Verified the following:

  • Parallel/Single stream uploads and downloads works
  • Config options defined in new iRODS profile are honored
  • PAM authentication works via the pam_password auth scheme
  • Other operations work too - rename, delete, etc.

With this PR, users will not be able to calculate checksums on data in an iRODS zone. Cyberduck will report checksums in their hex form if they exist in iRODS. We could add an option to the iRODS profile which allows users to instruct Cyberduck to calculate checksums following an upload, but that didn't feel like the correct approach, mainly because profiles seem to be loaded once on program start and never reread.

As for the unit/integration tests, I'm not sure how the implementation can be tested without a real iRODS server.

Finally, this PR bumps the minimum iRODS version requirement to 4.3.2. A new version of irods4j will be needed before this is merged. See irods/irods4j#126. Will get a new version released this week soon.

@korydraughn
Copy link
Author

@dkocher When I move a file in or out of a directory, I see a new iRODS connection get created. It disappears eventually, but not cleanly.

Can you explain why Cyberduck creates a new connection every time a file is moved?

The move class is very similar to other implementations so it's not clear to me what causes the new connection.

@dkocher
Copy link
Contributor

dkocher commented Oct 14, 2025

@dkocher When I move a file in or out of a directory, I see a new iRODS connection get created. It disappears eventually, but not cleanly.

Can you explain why Cyberduck creates a new connection every time a file is moved?

The move class is very similar to other implementations so it's not clear to me what causes the new connection.

You will need to return Statefulness.stateless in IRODSProtocol#getStatefulness.

@korydraughn
Copy link
Author

@dkocher When would someone choose stateless or stateful?
If I change the protocol to stateless, how will that affect other operations?
If I continue using stateful, what needs to change to make sure the additional connections are closed immediately?

To provide some context, a single iRODS connection cannot be used to execute multiple API operations in parallel. A single request is sent and the server returns a response.

@dkocher
Copy link
Contributor

dkocher commented Oct 15, 2025

If you can share credentials with us for your test environment we can run daily integration tests from our CI.

@dkocher
Copy link
Contributor

dkocher commented Oct 15, 2025

@dkocher When would someone choose stateless or stateful? If I change the protocol to stateless, how will that affect other operations? If I continue using stateful, what needs to change to make sure the additional connections are closed immediately?

To provide some context, a single iRODS connection cannot be used to execute multiple API operations in parallel. A single request is sent and the server returns a response.

We will have to keep it stateful then as otherwise it will be attempted to use a single connection for multiple actions in parallel, i.e. when the user is browsing folders or a file transfer with multiple files in parallel.

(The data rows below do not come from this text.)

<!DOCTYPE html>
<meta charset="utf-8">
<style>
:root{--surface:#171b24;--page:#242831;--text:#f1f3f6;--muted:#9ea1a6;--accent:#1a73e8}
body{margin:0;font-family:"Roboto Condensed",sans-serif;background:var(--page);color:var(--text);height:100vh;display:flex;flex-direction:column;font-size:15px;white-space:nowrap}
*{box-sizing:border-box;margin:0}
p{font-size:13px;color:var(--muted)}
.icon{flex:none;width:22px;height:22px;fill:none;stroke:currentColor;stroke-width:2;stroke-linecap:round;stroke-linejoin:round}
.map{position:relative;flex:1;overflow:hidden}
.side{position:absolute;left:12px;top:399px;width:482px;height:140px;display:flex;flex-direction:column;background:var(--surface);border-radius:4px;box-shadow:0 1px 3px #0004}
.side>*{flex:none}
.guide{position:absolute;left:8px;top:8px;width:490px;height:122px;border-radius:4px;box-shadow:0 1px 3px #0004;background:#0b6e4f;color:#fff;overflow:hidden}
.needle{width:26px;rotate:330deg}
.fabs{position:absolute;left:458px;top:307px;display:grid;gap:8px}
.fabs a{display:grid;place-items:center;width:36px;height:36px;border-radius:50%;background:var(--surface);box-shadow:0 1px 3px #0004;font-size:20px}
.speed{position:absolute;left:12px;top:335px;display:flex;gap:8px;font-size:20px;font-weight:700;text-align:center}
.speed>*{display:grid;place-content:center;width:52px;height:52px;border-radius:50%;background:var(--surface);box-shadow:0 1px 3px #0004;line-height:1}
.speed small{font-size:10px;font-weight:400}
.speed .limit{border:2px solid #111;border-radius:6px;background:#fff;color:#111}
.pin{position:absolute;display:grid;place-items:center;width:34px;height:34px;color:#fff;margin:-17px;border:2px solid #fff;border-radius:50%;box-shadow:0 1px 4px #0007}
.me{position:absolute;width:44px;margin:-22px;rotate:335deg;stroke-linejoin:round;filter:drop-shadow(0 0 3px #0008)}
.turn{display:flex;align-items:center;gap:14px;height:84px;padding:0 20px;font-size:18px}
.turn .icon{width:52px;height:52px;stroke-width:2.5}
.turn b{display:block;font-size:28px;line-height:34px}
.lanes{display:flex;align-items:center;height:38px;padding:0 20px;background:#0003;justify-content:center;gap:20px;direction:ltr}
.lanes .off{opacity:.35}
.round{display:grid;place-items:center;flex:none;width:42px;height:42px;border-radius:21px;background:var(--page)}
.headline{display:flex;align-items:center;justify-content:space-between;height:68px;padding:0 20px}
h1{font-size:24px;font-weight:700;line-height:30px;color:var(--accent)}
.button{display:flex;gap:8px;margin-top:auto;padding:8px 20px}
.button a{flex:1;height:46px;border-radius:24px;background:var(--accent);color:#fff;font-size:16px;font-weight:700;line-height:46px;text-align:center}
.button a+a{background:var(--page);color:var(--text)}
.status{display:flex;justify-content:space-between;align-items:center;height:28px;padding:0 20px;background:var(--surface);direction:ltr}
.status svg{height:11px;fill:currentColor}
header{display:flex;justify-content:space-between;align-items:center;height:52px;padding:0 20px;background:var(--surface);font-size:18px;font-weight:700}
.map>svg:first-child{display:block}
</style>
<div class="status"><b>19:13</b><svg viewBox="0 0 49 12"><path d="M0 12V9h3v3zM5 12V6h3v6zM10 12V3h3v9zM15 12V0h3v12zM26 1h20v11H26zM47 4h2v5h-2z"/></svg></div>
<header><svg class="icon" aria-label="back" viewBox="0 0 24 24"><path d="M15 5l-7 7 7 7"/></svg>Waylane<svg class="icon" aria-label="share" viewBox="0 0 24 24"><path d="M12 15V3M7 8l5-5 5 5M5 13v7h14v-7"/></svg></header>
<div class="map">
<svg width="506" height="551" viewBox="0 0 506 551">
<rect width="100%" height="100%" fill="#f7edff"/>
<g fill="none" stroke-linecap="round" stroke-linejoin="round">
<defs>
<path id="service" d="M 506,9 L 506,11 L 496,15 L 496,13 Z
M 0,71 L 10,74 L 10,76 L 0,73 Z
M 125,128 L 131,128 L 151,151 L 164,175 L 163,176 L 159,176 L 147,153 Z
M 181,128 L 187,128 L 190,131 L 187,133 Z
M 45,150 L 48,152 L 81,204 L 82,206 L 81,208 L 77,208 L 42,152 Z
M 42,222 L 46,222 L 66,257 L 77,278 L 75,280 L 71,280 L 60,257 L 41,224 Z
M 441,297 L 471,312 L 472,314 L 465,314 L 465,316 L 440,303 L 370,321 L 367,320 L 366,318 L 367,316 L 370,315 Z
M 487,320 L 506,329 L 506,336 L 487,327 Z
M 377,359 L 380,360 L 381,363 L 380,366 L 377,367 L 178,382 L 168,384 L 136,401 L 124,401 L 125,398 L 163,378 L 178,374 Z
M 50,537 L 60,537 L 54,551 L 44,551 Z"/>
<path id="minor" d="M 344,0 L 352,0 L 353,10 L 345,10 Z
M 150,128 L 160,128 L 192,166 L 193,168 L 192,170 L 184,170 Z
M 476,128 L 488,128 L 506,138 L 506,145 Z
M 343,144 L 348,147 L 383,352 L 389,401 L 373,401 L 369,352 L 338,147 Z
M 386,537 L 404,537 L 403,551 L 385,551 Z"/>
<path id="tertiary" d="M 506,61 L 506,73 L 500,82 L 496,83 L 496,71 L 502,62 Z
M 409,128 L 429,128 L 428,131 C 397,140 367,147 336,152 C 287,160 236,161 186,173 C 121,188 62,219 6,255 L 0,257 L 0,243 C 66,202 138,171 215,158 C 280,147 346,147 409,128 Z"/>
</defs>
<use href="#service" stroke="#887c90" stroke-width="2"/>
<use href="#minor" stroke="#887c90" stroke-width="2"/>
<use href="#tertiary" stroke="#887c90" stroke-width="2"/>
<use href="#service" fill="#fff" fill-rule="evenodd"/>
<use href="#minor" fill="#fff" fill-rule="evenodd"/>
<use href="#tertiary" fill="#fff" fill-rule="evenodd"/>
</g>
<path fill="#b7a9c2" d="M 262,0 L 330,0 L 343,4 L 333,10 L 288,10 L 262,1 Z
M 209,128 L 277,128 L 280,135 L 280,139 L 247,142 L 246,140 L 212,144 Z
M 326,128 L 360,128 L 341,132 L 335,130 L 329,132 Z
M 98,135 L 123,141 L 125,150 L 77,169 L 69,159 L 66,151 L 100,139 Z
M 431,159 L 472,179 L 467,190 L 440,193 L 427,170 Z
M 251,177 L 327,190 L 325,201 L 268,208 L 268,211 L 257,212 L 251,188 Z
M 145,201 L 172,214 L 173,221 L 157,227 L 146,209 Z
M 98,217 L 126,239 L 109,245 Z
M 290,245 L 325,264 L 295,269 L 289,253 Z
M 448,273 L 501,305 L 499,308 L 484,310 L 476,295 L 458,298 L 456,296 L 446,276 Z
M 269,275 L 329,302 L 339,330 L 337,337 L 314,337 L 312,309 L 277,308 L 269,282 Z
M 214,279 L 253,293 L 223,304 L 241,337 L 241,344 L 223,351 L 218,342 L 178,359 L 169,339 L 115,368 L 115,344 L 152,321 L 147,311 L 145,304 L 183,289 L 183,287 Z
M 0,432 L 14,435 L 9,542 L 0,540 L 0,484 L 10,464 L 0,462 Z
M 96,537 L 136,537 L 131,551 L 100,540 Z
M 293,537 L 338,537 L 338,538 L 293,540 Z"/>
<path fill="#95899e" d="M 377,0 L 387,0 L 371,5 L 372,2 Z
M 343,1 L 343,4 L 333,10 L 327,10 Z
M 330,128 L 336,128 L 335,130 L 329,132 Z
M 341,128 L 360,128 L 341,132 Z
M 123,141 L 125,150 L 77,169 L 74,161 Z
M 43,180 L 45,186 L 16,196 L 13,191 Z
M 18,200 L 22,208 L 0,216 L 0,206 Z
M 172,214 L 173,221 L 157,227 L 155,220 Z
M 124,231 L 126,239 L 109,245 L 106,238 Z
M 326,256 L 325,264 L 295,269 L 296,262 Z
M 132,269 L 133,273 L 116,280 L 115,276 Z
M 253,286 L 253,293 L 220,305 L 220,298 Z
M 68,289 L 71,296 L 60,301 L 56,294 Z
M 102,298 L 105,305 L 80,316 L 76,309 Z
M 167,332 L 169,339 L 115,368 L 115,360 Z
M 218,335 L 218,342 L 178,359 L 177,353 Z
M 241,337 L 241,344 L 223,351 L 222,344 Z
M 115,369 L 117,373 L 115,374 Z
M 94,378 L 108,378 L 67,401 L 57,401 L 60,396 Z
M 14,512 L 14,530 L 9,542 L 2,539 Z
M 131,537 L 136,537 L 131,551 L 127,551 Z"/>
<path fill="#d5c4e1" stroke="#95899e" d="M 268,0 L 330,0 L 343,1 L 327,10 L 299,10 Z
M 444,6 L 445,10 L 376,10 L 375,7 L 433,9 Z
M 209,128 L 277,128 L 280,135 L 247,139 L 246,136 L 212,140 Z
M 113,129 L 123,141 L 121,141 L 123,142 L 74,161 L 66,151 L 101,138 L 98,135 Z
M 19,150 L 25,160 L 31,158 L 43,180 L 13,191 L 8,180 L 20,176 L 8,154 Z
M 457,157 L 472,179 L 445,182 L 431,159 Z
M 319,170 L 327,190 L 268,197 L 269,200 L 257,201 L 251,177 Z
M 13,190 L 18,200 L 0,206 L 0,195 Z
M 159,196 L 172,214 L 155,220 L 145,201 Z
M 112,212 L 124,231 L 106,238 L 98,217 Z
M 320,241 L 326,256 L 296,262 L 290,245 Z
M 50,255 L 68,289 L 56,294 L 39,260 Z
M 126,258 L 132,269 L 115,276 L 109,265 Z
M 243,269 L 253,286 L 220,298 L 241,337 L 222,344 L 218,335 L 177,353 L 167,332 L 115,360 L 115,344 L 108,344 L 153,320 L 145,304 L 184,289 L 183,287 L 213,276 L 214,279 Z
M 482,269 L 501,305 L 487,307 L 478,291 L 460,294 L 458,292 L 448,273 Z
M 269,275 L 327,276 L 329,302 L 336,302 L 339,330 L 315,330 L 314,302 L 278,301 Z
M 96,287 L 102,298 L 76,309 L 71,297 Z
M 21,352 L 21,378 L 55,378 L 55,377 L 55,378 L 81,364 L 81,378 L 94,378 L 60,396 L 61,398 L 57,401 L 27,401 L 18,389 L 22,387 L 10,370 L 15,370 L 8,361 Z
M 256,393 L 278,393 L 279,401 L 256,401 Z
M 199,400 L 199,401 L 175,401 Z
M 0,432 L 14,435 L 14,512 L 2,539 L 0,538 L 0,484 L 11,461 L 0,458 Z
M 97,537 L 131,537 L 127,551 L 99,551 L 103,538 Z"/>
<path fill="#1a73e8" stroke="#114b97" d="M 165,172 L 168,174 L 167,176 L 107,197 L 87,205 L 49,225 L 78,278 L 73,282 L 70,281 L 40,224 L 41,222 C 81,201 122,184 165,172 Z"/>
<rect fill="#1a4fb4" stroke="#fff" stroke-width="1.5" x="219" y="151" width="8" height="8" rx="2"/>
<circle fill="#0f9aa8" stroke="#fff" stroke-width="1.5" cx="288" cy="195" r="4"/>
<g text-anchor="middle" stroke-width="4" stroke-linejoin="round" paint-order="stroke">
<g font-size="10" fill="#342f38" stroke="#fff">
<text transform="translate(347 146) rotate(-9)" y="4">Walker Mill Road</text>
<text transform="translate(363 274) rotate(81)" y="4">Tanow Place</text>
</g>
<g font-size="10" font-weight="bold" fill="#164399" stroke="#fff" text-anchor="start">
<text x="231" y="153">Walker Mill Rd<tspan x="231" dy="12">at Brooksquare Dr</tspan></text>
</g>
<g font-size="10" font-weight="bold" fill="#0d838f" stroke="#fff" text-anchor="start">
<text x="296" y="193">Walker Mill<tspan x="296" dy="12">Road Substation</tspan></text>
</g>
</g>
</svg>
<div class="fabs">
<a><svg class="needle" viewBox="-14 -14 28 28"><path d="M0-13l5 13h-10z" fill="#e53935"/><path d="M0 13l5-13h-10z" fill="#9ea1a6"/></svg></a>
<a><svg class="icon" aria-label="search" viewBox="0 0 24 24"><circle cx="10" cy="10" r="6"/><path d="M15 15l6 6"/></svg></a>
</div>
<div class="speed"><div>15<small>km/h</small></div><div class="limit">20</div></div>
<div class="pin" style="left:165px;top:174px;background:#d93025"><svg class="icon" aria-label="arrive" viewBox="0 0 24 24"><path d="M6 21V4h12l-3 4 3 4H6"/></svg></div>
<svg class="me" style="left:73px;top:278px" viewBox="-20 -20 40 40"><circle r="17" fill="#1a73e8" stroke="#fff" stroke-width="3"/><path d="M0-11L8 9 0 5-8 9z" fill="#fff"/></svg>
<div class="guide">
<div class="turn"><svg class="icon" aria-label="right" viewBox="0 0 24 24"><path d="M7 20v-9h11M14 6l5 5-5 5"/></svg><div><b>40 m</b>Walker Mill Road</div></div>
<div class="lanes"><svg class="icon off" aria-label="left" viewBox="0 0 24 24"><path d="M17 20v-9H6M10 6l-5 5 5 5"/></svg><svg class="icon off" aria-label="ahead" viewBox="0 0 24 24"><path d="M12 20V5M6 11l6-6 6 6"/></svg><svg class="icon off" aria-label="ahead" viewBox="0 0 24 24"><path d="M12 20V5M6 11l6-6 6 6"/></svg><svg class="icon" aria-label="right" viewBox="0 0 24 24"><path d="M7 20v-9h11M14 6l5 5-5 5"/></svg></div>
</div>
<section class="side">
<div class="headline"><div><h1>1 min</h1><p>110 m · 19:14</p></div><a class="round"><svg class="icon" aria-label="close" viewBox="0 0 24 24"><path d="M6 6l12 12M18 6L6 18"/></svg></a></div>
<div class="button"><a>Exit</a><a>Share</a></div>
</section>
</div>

I will need to review how we can still support the native copy feature implementation for iRODS that would not require a new connection.

@korydraughn
Copy link
Author

If you can share credentials with us for your test environment we can run daily integration tests from our CI.

We don't have a CI system for people to hook into yet. We have a small set of tools which make it easy to launch one or more iRODS servers for testing. It's likely overkill for your needs though.

With that said, building a containerized environment for testing iRODS is pretty easy. I'm happy to put together a Docker compose project for the iRODS component. That will allow you to launch it on a local computer and have it available for testing.

We will have to keep it stateful then as otherwise it will be attempted to use a single connection for multiple actions in parallel, i.e. when the user is browsing folders or a file transfer with multiple files in parallel.

I will need to review how we can still support the native copy feature implementation for iRODS that would not require a new connection.

So, because the IRODSProtocol class reports iRODS as being stateful, does that mean every operation results in a new iRODS connection being created?

If that's true, why is it that the Move operation results in connections which do not disconnect? No other operation shares that behavior.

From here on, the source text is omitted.